The inhumanity on both sides and disenchantment of the Cold War gets a lot of attention as well as traitor-turned-Soviet-defector Kim Philby. No surprise there as I believe it’s mandatory that every British espionage author must mention Philby in at least one novel. It does help to put into context the events that inspired the emotions that created the first real characters in the Cold War—the anti-Bond. The most telling quote in the documentary is when Cornwall says of the time that, “I felt that both sides, east and west ,were inventing the enemy they needed.”
Cornwall was one of the first to add grit and de-romanticize the genre. While I’d never put myself in the same league as a bestseller, as a novelist I abhor any writer who talks about writing as a giant wank. Morris’ attempts to turn Le Carré’s life into a thriller fall flat.
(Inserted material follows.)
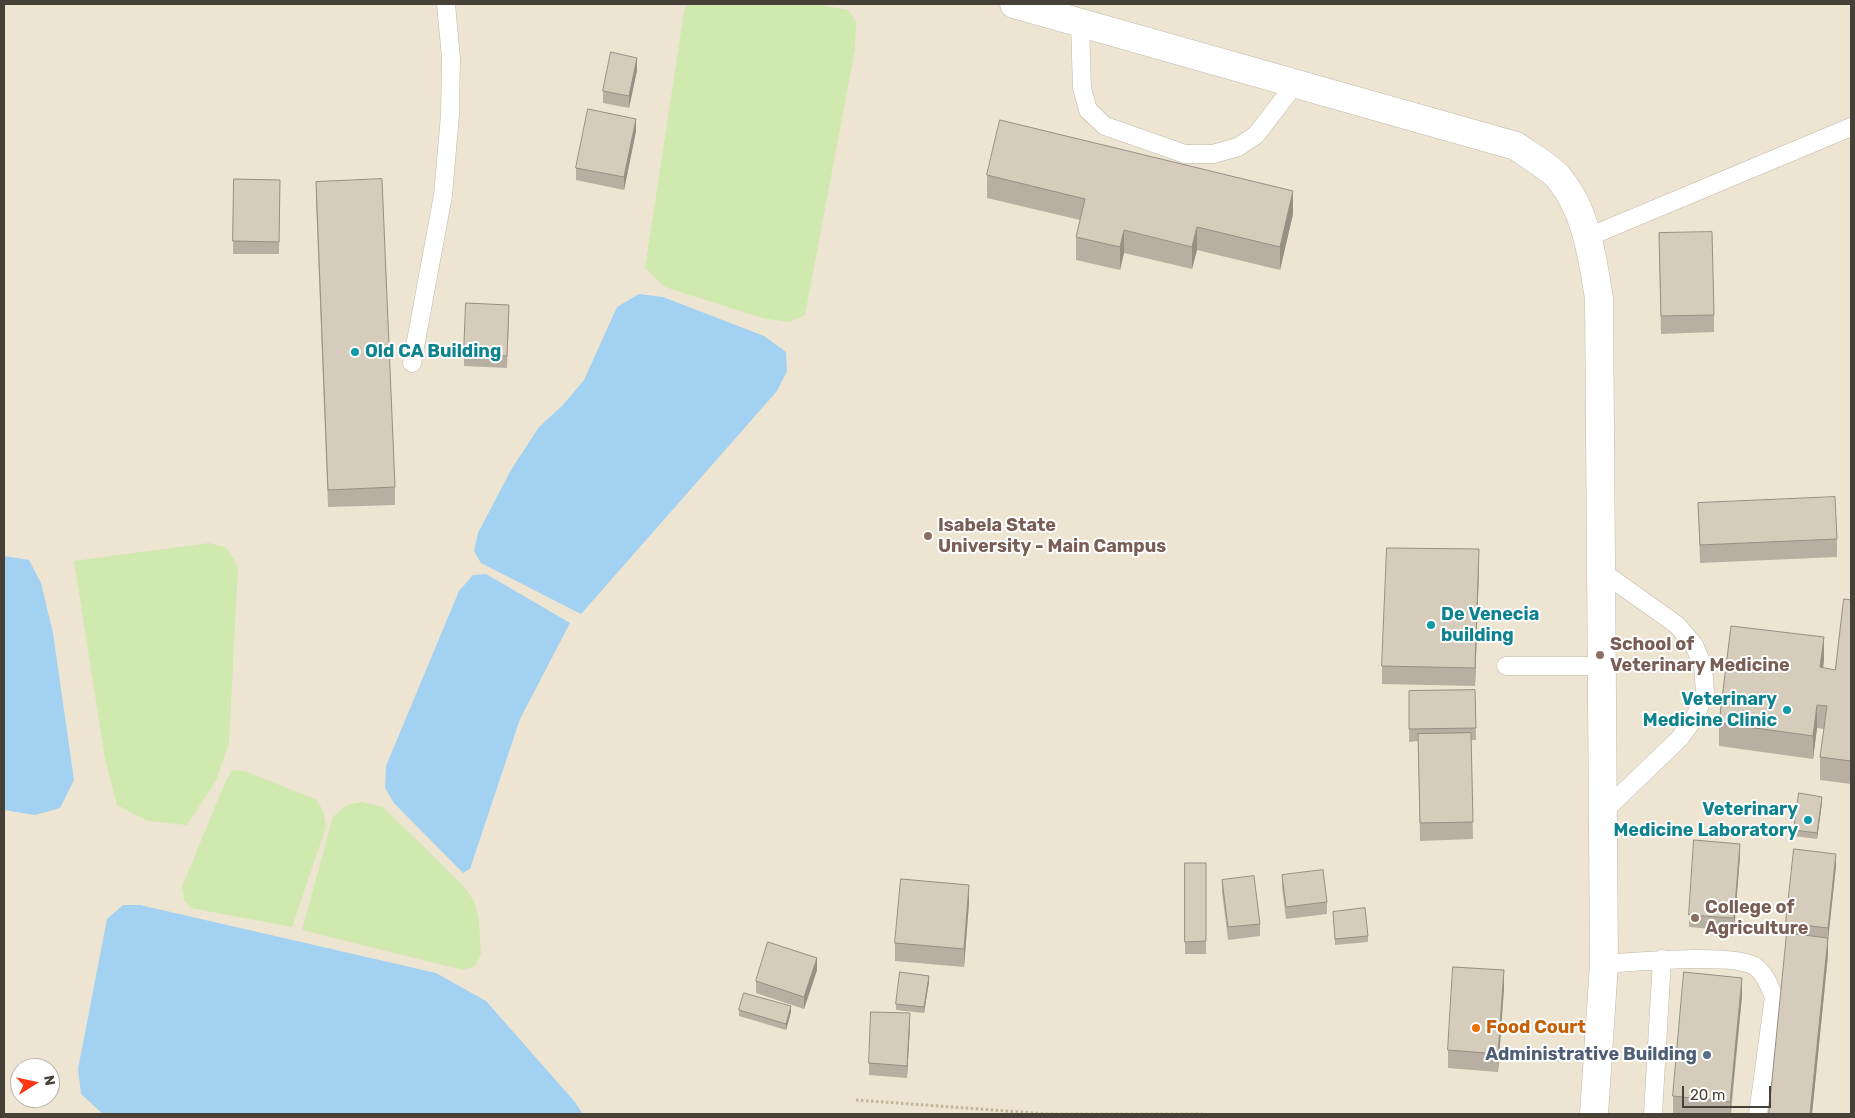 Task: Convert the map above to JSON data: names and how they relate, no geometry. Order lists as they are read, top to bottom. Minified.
{"places":["Old CA Building","Isabela State University - Main Campus","De Venecia building","School of Veterinary Medicine","Veterinary Medicine Clinic","Veterinary Medicine Laboratory","College of Agriculture","Food Court","Administrative Building"],"scale_bar":"20 m","north":"right"}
Cornwall, who died in 2020, shuts down any talk of his private life. Not surprising considering the man whose central theme is betrayal doesn’t wish to justify his multiple infidelities during the marriage to his second wife.
The Pigeon Tunnel is as tightly controlled as any interrogation. The difference is that the interrogator, Errol Morris, is along for the ride. It’s true that without Cornwall’s contribution to the espionage genre there never would’ve been the greatest espionage show ever created: The Sandbaggers. But the documentary doesn’t look at his legacy or what came as a result. It’s just a moment in the life of a man who wasn’t extraordinary but wrote extraordinary stories.